At Orca AI, we build AI-powered vision systems that enhance safety and decision-making for some of the world’s largest vessels.

Our platform processes live video streams from multiple onboard cameras to provide real-time situational awareness, detecting and tracking marine objects, even in low visibility and highly congested environments. These systems directly support navigational decisions and help prevent collisions, reduce human error, and improve operational efficiency.

Our systems are already deployed across thousands of vessels and have processed hundreds of millions of nautical miles of real-world data, operating in unpredictable and safety-critical conditions.

This role sits at the intersection of AI and high-performance systems engineering, focused on solving real-world problems under strict constraints. You will work on systems where performance and reliability are critical and where improvements have a direct, measurable impact on real-world safety.

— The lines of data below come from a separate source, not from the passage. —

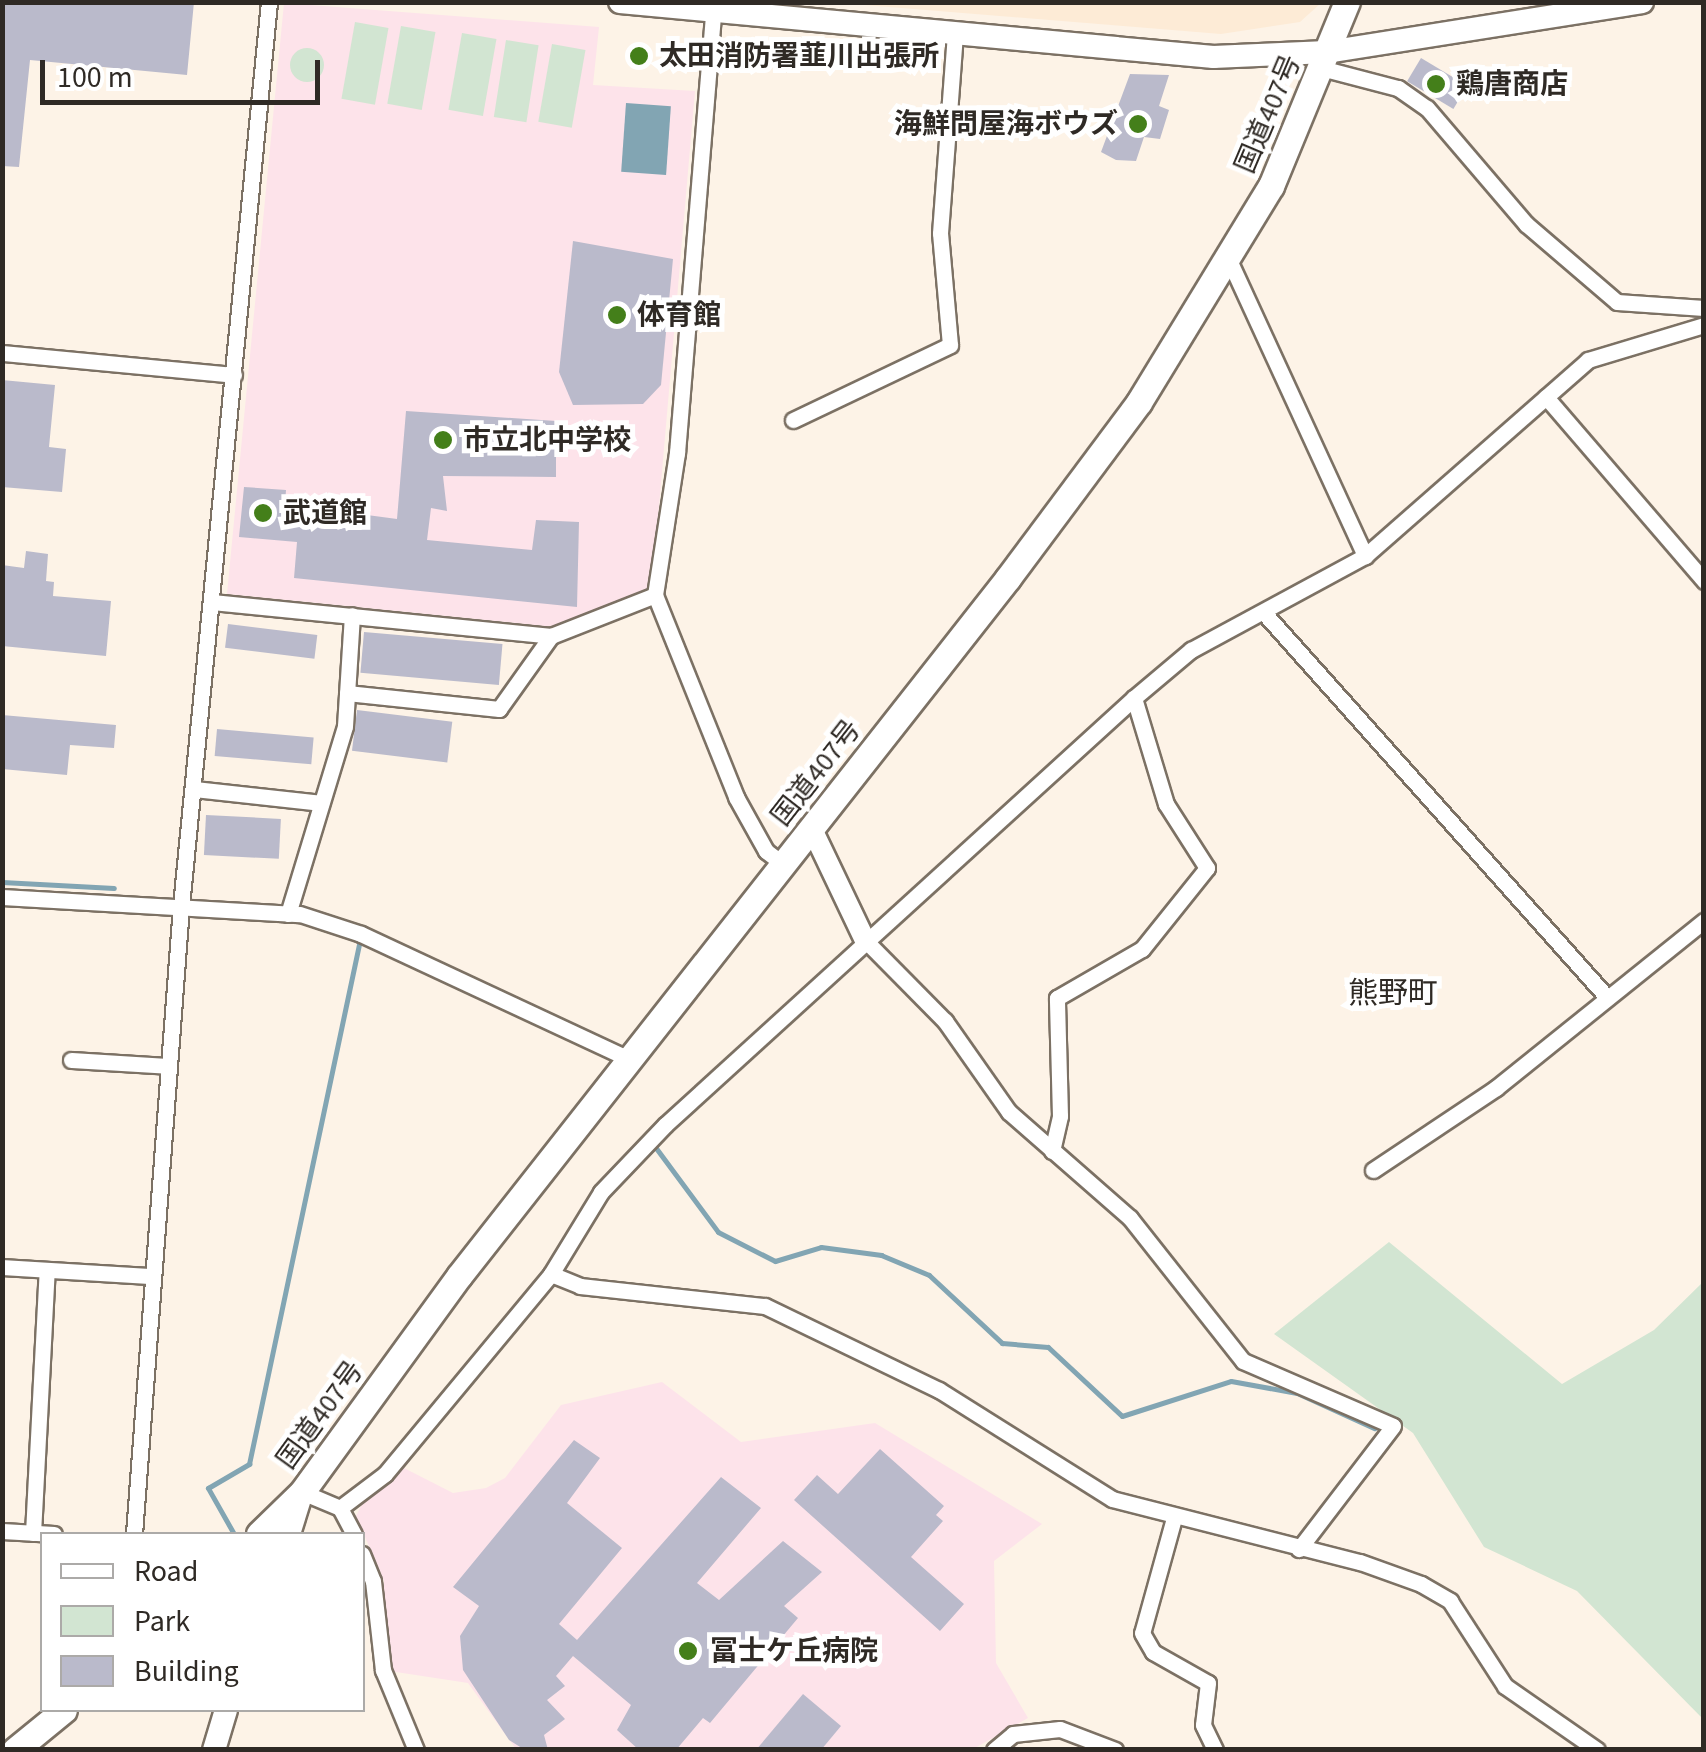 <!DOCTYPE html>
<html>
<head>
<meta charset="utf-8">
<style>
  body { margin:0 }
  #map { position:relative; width:1706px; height:1752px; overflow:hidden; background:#fdf3e7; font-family:"Source Sans 3","Noto Sans JP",sans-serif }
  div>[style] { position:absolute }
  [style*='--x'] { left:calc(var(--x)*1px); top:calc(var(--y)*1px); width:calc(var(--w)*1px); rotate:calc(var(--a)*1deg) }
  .built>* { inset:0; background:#fdebd6 }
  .education>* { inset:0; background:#fde3ea }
  .green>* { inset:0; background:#d2e5d2; transform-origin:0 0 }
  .round { border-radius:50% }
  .water>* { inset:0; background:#82a5b3; transform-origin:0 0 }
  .stream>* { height:5px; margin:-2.5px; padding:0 2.5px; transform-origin:2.5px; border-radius:2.5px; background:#82a5b3 }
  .building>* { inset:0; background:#babacb; transform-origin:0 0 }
  .roads { filter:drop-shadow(2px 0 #7c7164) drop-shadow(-2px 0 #7c7164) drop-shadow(0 2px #7c7164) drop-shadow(0 -2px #7c7164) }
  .minor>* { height:15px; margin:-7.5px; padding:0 7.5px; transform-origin:7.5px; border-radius:7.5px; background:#fff }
  .tertiary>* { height:20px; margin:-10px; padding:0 10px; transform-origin:10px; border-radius:10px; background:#fff }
  .secondary>* { height:22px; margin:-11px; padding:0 11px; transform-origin:11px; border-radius:11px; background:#fff }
  .trunk>* { height:25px; margin:-12.5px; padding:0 12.5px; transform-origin:12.5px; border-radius:12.5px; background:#fff }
  .dots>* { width:28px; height:28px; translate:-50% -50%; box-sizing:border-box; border:5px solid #fff; border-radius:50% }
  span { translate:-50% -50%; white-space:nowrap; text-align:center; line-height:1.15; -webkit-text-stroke:10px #fff; paint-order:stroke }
  .poi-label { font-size:28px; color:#2f2a25; font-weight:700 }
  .left { translate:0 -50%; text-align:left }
  .right { translate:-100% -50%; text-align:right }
  .street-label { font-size:28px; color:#2f2a25 }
  .neighbourhood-label { font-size:30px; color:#2f2a25 }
  .frame { position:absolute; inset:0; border:5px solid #2f2a25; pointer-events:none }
  .legend { position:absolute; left:40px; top:1532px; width:325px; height:180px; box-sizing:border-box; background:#fff; border:2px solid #acaaa8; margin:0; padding:12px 18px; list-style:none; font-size:30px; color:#2f2a25 }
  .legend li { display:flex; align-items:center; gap:20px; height:50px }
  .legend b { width:50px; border:2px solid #acaaa8 }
  .scale { position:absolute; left:40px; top:60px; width:280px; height:45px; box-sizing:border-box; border:5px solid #2f2a25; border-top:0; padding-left:12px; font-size:30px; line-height:35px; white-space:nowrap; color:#2f2a25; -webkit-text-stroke:8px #fff; paint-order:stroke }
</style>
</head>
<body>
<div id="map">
  <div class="built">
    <i style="clip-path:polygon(840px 3px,1321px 3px,1300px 22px,1221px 34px)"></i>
  </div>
  <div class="education">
    <i style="clip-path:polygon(284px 3px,599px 27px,593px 85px,695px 91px,652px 587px,564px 628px,227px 594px)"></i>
    <i style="clip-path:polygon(662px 1382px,741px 1442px,875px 1423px,1042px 1524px,994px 1561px,996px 1663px,1028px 1718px,973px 1749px,516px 1749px,468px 1683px,383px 1670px,384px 1581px,356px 1516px,363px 1502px,404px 1468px,453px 1493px,486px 1488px,505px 1478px,561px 1405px)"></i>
  </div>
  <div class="green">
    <i style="left:355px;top:22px;width:34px;height:78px;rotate:10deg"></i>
    <i style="left:401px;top:26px;width:35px;height:79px;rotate:10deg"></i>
    <i style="left:462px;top:33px;width:35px;height:78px;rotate:10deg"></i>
    <i style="left:506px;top:40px;width:33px;height:78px;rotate:9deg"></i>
    <i style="left:552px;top:44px;width:34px;height:79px;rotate:10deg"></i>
    <i class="round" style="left:290px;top:48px;width:34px;height:34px"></i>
    <i style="clip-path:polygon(1389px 1242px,1562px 1384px,1654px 1330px,1703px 1282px,1703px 1719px,1577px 1591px,1484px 1547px,1413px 1433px,1274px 1334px)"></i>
  </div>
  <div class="water">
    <i style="left:626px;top:103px;width:45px;height:69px;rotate:4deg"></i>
  </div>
  <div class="stream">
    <i style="--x:2;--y:882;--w:112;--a:3.1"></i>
    <i style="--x:653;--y:1144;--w:109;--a:53.5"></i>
    <i style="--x:718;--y:1232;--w:64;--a:27"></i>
    <i style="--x:775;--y:1261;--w:48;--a:-16.9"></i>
    <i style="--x:821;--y:1247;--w:61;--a:7.6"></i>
    <i style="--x:881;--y:1255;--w:52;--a:22.6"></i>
    <i style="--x:929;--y:1275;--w:100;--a:43"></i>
    <i style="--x:1002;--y:1343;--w:46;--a:5"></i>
    <i style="--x:1048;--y:1347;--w:101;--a:43"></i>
    <i style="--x:1122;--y:1416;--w:114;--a:-17.8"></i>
    <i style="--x:1231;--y:1381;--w:67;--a:10.3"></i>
    <i style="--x:1297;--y:1393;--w:85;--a:24.4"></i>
    <i style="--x:234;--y:1534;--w:53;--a:-119.5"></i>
    <i style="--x:208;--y:1488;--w:48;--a:-30.3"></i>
    <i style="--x:249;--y:1464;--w:541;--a:-78.05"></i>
  </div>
  <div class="building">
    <i style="clip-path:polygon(2px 2px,194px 2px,187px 75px,30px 60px,19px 167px,2px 166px)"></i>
    <i style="left:1421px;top:58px;width:54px;height:27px;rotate:31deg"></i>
    <i style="clip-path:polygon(1130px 74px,1169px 75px,1159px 106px,1169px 110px,1160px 139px,1144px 137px,1136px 161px,1116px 160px,1101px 152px)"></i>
    <i style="clip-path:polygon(573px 241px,673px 259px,661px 385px,643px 404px,573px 405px,559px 372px)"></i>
    <i style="clip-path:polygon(2px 380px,55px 385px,49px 447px,66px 449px,62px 492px,2px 487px)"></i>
    <i style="clip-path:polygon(406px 411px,556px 421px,556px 477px,443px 476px,447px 511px,431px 508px,427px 540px,532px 550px,536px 520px,579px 522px,577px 607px,294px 578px,297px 542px,239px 537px,244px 487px,286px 490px,285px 504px,397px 519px)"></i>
    <i style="clip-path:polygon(26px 551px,48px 554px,46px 581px,54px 582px,53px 596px,111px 601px,106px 656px,2px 646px,2px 565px,24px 568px)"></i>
    <i style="left:228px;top:624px;width:90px;height:24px;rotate:7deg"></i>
    <i style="left:364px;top:632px;width:139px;height:41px;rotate:5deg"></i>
    <i style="left:357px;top:710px;width:96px;height:41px;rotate:7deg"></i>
    <i style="clip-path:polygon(2px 715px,116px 725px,114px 748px,70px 745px,67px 775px,2px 769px)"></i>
    <i style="left:217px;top:729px;width:97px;height:27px;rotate:5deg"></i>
    <i style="left:206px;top:815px;width:75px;height:40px;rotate:3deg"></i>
    <i style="clip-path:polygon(574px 1440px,600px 1458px,567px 1503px,622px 1548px,559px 1624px,577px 1640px,721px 1477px,761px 1508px,697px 1583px,719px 1600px,783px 1541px,822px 1572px,784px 1606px,798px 1618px,710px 1723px,703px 1718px,676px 1750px,639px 1750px,617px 1730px,631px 1705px,573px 1656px,556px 1676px,565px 1686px,547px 1700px,565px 1719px,544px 1735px,548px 1750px,525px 1750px,509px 1740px,463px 1670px,460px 1636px,479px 1606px,453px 1587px)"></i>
    <i style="clip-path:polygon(880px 1449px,944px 1506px,936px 1515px,943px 1521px,911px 1557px,964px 1604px,940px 1631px,794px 1500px,817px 1475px,838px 1494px)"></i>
    <i style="clip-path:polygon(803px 1694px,841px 1726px,821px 1750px,756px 1750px)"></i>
  </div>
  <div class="roads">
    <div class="minor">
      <i style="--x:1321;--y:68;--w:80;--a:14.6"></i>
      <i style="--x:1398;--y:88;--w:35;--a:35"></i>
      <i style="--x:1427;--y:108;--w:153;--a:49.5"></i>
      <i style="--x:1526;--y:224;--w:120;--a:40.6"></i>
      <i style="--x:1617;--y:302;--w:87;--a:3.9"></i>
      <i style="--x:1229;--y:260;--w:326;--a:65.3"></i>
      <i style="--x:2;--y:353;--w:233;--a:5.4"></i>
      <i style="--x:1546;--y:397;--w:243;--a:49.3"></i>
      <i style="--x:793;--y:420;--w:174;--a:-25.5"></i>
      <i style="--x:950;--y:345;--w:112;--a:-95.1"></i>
      <i style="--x:940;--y:233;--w:200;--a:-85.7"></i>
      <i style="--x:655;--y:595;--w:218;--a:68.1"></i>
      <i style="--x:736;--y:797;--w:62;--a:60.9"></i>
      <i style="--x:766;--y:851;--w:21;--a:37"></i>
      <i style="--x:212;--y:602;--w:341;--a:5.7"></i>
      <i style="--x:551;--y:636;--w:112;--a:-21.5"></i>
      <i style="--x:655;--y:595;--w:144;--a:-81.2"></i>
      <i style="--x:677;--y:453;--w:442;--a:-85.3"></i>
      <i style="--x:1265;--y:614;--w:512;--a:48.25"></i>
      <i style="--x:347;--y:693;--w:153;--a:6"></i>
      <i style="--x:499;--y:709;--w:90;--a:-54.5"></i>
      <i style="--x:195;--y:789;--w:127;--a:6.3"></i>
      <i style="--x:2;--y:897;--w:298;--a:3.3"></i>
      <i style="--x:300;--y:914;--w:64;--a:18.2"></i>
      <i style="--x:361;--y:934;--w:296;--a:25"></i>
      <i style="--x:288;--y:914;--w:196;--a:-73.1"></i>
      <i style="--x:345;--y:726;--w:111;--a:-86.4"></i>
      <i style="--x:865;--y:940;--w:114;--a:45.4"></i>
      <i style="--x:945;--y:1021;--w:111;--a:54.9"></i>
      <i style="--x:1009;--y:1112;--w:161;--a:41.2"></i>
      <i style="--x:1130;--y:1218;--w:182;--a:51.7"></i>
      <i style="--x:1243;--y:1361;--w:163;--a:23.4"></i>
      <i style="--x:1393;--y:1426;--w:155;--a:127.4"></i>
      <i style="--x:71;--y:1060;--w:97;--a:3.5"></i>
      <i style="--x:1052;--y:1151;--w:36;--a:-77"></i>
      <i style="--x:1060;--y:1116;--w:118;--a:-91.5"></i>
      <i style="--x:1057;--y:998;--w:98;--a:-30"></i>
      <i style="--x:1142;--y:949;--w:104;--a:-51.3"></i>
      <i style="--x:1207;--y:868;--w:76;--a:-122.6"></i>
      <i style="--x:1166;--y:804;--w:111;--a:-106.8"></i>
      <i style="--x:1373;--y:1170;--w:148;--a:-33.7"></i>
      <i style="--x:1496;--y:1088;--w:267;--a:-38.8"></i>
      <i style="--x:2;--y:1267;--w:148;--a:3.5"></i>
      <i style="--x:551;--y:1274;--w:31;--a:22"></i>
      <i style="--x:580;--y:1286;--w:186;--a:6.2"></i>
      <i style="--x:765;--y:1306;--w:193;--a:25.8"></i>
      <i style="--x:939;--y:1390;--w:204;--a:32.2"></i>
      <i style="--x:1112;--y:1499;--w:256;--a:14.3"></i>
      <i style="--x:1360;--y:1562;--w:65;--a:19.8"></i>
      <i style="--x:1421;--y:1584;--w:34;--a:30"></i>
      <i style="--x:1450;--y:1601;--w:101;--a:57.1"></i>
      <i style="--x:1505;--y:1686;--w:112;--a:34.8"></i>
      <i style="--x:302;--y:1492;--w:41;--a:22.8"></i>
      <i style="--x:340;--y:1508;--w:56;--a:-37.1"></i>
      <i style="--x:385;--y:1474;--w:260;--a:-50.3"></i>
      <i style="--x:551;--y:1274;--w:96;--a:-58.6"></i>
      <i style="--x:601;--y:1192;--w:93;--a:-46.3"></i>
      <i style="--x:665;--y:1125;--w:634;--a:-42.32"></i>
      <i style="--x:1134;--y:698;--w:75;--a:-40.1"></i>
      <i style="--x:1191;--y:650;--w:198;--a:-28.4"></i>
      <i style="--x:1365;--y:556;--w:297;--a:-41.3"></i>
      <i style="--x:1588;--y:360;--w:121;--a:-16.8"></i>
      <i style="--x:340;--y:1508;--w:30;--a:62"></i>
      <i style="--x:1174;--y:1518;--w:119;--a:105.5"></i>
      <i style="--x:1142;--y:1633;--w:22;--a:60"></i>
      <i style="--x:1153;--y:1652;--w:63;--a:29.4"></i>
      <i style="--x:1208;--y:1683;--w:42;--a:96.8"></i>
      <i style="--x:1203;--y:1725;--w:28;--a:64"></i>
      <i style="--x:2;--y:1531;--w:52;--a:3.3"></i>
      <i style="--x:33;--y:1533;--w:263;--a:-87"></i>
      <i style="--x:134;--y:1534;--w:630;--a:-85.72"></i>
      <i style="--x:181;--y:906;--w:908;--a:-84.44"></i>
      <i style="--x:362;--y:1554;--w:29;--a:68"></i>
      <i style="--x:373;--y:1581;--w:90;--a:83.6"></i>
      <i style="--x:383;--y:1670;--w:87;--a:67.6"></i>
      <i style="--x:994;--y:1750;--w:25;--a:-40"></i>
      <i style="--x:1013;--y:1734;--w:47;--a:-6.1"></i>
      <i style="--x:1060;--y:1729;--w:59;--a:20.9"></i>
    </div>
    <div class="tertiary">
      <i style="--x:811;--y:827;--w:125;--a:64.5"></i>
    </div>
    <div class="secondary">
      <i style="--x:620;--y:2;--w:596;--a:5.3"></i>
      <i style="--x:1213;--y:57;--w:114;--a:-2.5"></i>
      <i style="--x:1327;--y:52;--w:319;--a:-9"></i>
      <i style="--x:289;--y:1534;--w:44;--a:-72.8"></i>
      <i style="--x:214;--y:1750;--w:42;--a:-73.3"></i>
    </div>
    <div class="trunk">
      <i style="--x:259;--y:1534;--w:60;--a:-44.3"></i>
      <i style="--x:302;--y:1492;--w:267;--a:-54"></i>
      <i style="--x:459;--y:1276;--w:888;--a:-51.81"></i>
      <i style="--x:1008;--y:578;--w:219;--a:-53.3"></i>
      <i style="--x:1139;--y:402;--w:253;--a:-58.6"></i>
      <i style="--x:1271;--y:186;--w:199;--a:-67.6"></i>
      <i style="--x:15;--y:1750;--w:63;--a:-39.2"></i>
    </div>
  </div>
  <div class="dots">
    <i style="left:639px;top:56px;background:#447f1a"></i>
    <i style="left:1436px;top:84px;background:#447f1a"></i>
    <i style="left:1138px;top:124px;background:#447f1a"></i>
    <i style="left:617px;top:315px;background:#447f1a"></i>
    <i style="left:443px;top:440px;background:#447f1a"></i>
    <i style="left:263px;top:513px;background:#447f1a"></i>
    <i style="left:688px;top:1651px;background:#447f1a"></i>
  </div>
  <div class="poi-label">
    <span class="left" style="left:659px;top:56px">太田消防署韮川出張所</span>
    <span class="left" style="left:1456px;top:84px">鶏唐商店</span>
    <span class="right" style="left:1118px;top:124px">海鮮問屋海ボウズ</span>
    <span class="left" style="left:637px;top:315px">体育館</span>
    <span class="left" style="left:463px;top:440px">市立北中学校</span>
    <span class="left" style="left:283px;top:513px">武道館</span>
    <span class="left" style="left:710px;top:1651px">冨士ケ丘病院</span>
  </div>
  <div class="street-label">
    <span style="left:1268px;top:114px;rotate:-67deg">国道407号</span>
    <span style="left:816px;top:773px;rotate:-52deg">国道407号</span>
    <span style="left:320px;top:1415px;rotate:-54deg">国道407号</span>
  </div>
  <div class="neighbourhood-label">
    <span style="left:1393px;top:994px">熊野町</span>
  </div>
  <div class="frame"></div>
  <ul class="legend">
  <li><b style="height:12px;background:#fff"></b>Road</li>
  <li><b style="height:28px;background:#d2e5d2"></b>Park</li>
  <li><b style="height:28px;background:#babacb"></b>Building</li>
  </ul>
  <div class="scale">100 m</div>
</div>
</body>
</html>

This is a senior, systems-focused role with end-to-end ownership over performance and reliability of production computer vision pipelines. You will define optimization strategies, identify bottlenecks across the system, and drive improvements under real-world constraints.

What You’ll Do

• Build and optimize real-time computer vision pipelines running on edge systems processing live maritime video streams (e.g, NVIDIA Jetson, Triton Inference Server)
• Take models from research and turn them into production-ready, reliable components deployed on vessels
• Optimize model inference using techniques such as quantization, pruning, and graph-level optimization (e.g., TensorRT, ONNX Runtime)
• Profile and improve end-to-end system performance across: multi-camera video ingestion; preprocessing; inference; postprocessing
• Identify and resolve bottlenecks across CPU, GPU, memory, and pipeline coordination
• Make and justify tradeoffs between latency, accuracy, stability, and resource utilization
• Design and implement robust data and inference pipelines (video -> model -> actionable output for crew)
• Develop benchmarking and evaluation workflows to measure performance end-to-end and support release gating
• Build and improve observability tools, including logging, monitoring, and debugging workflows for production systems
• Define and maintain clear interfaces between research code and production systems
• Work closely with research and backend teams to integrate new models into production systems
• Continuously improve system efficiency and reliability under hardware and runtime constraints
  
  

Requirements:

• 5+ years of software engineering experience, with a strong focus on systems and performance
• Hands-on experience working with computer vision or deep learning systems in production
• Strong programming skills in Python and/or C++
• Experience working with edge or embedded systems (e.g., NVIDIA Jetson platforms)
• Strong understanding of system bottlenecks, including CPU, GPU, memory, and latency constraints
• Strong intuition for profiling-driven optimization and performance tuning
• Experience debugging complex systems and reasoning about behavior in real-world, noisy environments
  
  

Strong advantage

• Experience working with edge or embedded systems
• Experience working with custom high-performance data or inference pipelines
• Familiarity with multi-sensor fusion (e.g., combining vision with radar or other signals)
• Experience deploying and maintaining ML models in production environments
• Experience with low-level optimization and/or C++ performance tuning
• Proven experience optimizing model inference (e.g., TensorRT, ONNX Runtime, quantization, pruning, or similar techniques)
  
  

Additional Context

The role is primarily system-focused with responsibility for optimizing inference, improving pipeline performance, and ensuring production reliability. Some interaction with models is expected (e.g., quantization, pruning, architecture-aware optimizations), while model development and training are primarily owned by the research team.

You will be working in environments where failures are often caused by real-world conditions rather than clean lab assumptions - such as low visibility, cluttered scenes, and dynamic environments - and where understanding system behavior in production is key to delivering robust solutions.